The Darwin family lived on The Mount in Shrewsbury. Darwin’s father was a doctor and financier, and also a free thinker. Charles’ paternal grandfather was Erasmus Darwin, physician, natural philosopher, inventor and leading light of the Midlands Enlightenment. His maternal grandfather was Josiah Wedgwood, potter industrialist extraordinaire, and inventor. Both grandfathers were staunch slave trade abolitionists. Darwin thus grew up within the orbit of men for whom it was the norm to challenge and think outside the bounds of convention.

While his mother still lived, Charles and his siblings worshipped at Shrewsbury’s Unitarian Chapel. Charles also went to the preacher’s day school, and by an early age was already absorbed with his own natural history collections. But after Susannah Darwin’s death, Charles and his brother, Erasmus were sent off to board at Shrewsbury School. Later both would go to Edinburgh to study medicine, and Charles apparently spent the year of 1825 acting as apprentice to his father, and treating the poor people of Shropshire.
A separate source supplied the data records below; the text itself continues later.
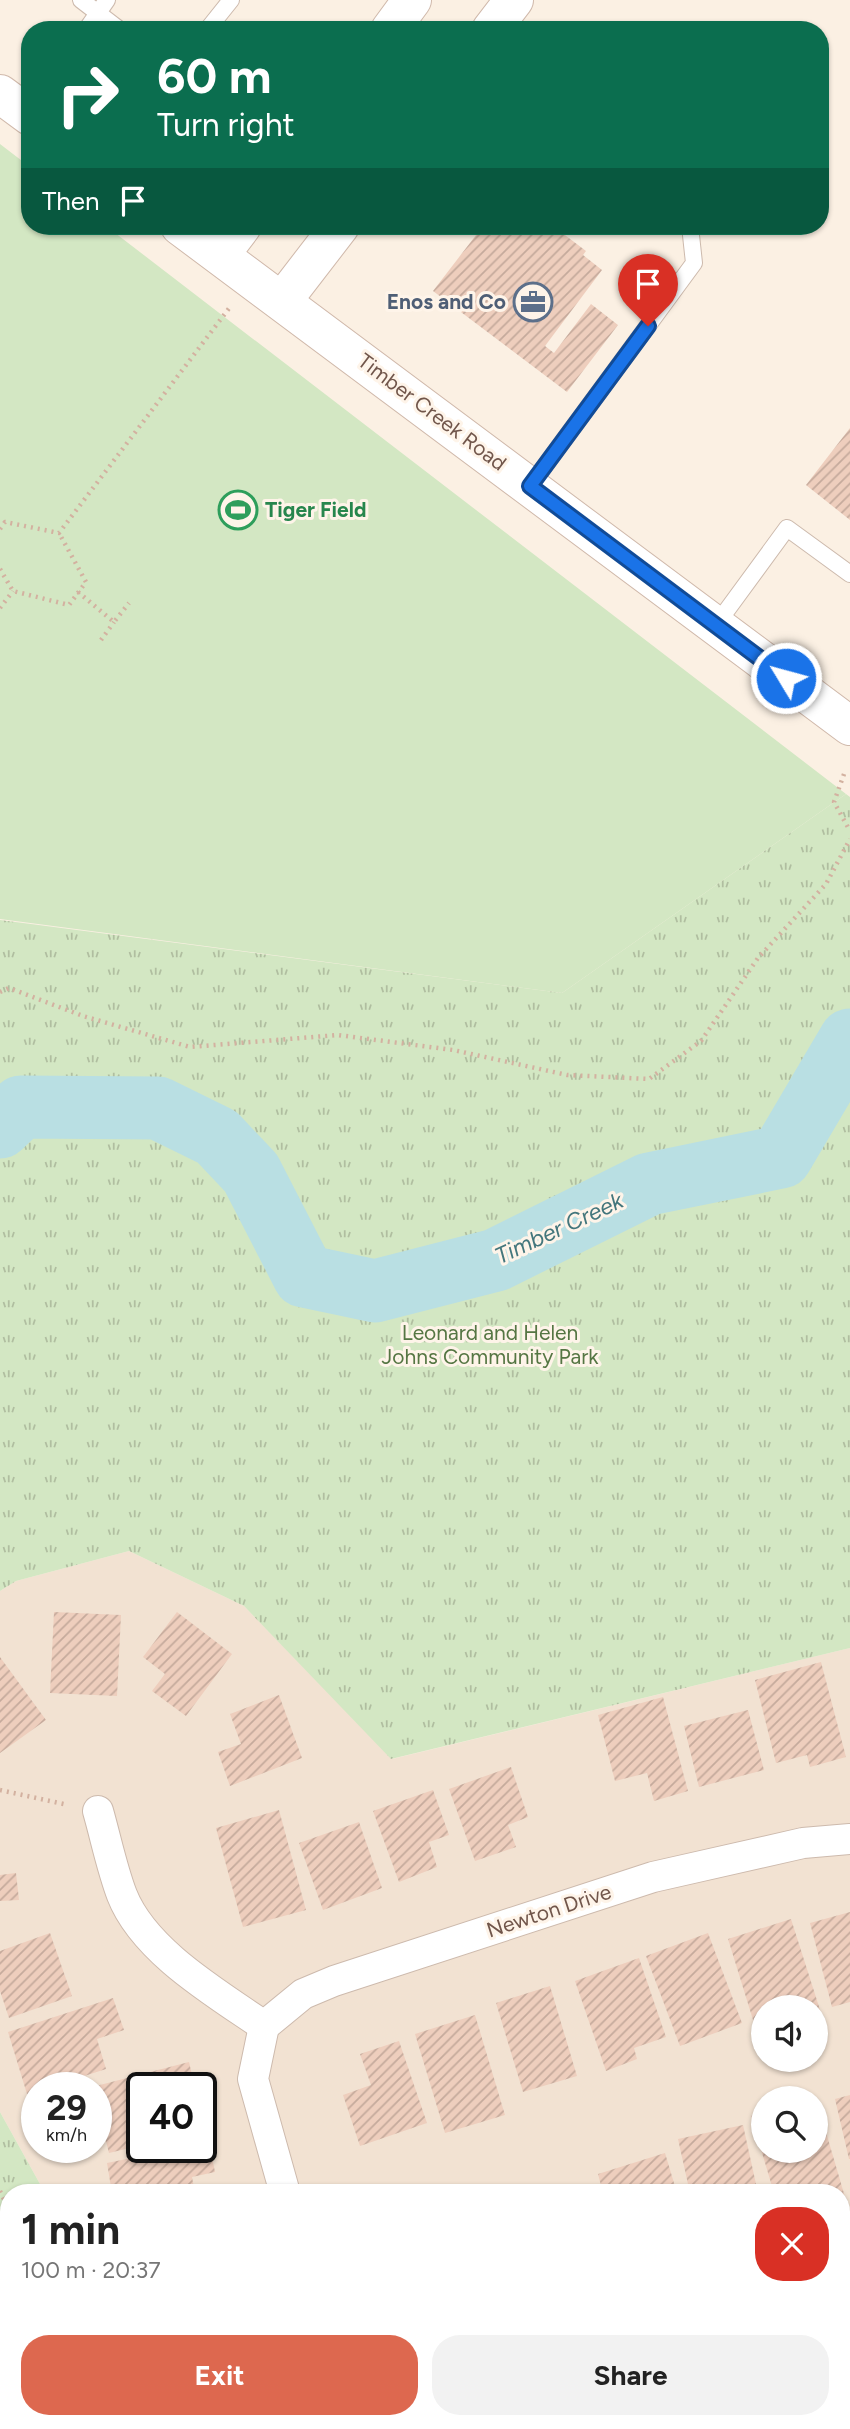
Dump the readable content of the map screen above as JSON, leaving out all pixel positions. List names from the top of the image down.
{
  "streets": {
    "street": ["Timber Creek Road", "Newton Drive"]
  },
  "water": ["Timber Creek"],
  "parks": ["Leonard and Helen Johns Community Park"],
  "places": {
    "office": ["Enos and Co"],
    "sports": ["Tiger Field"]
  },
  "page": {
    "turn": ["60 m", "Turn right"],
    "then": "Then",
    "speed": "29 km/h",
    "limit": "40",
    "heading": ["1 min", "100 m · 20:37"],
    "buttons": ["Exit", "Share"]
  }
}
However, he found medicine dull, and seems to have spent his time in Edinburgh studying marine invertebrates and learning taxidermy from a freed slave called John Edmonstone, a man whose company he much enjoyed. An annoyed parent wisely chose not to press his son into the family profession, but sent him to Christ’s College Cambridge; he would get his degree and become an Anglican minister instead.

But once more Doctor Darwin’s plans for his son foundered. While at Cambridge, Charles continued to pursue his interest in natural history. When he graduated in 1831 he took the chance to embark on a ‘gap year’ to end all gap years, and set sail on HMS Beagle, travelling as the ship’s gentleman naturalist. The planned two year voyage turned into five. The rest, as they say, is history.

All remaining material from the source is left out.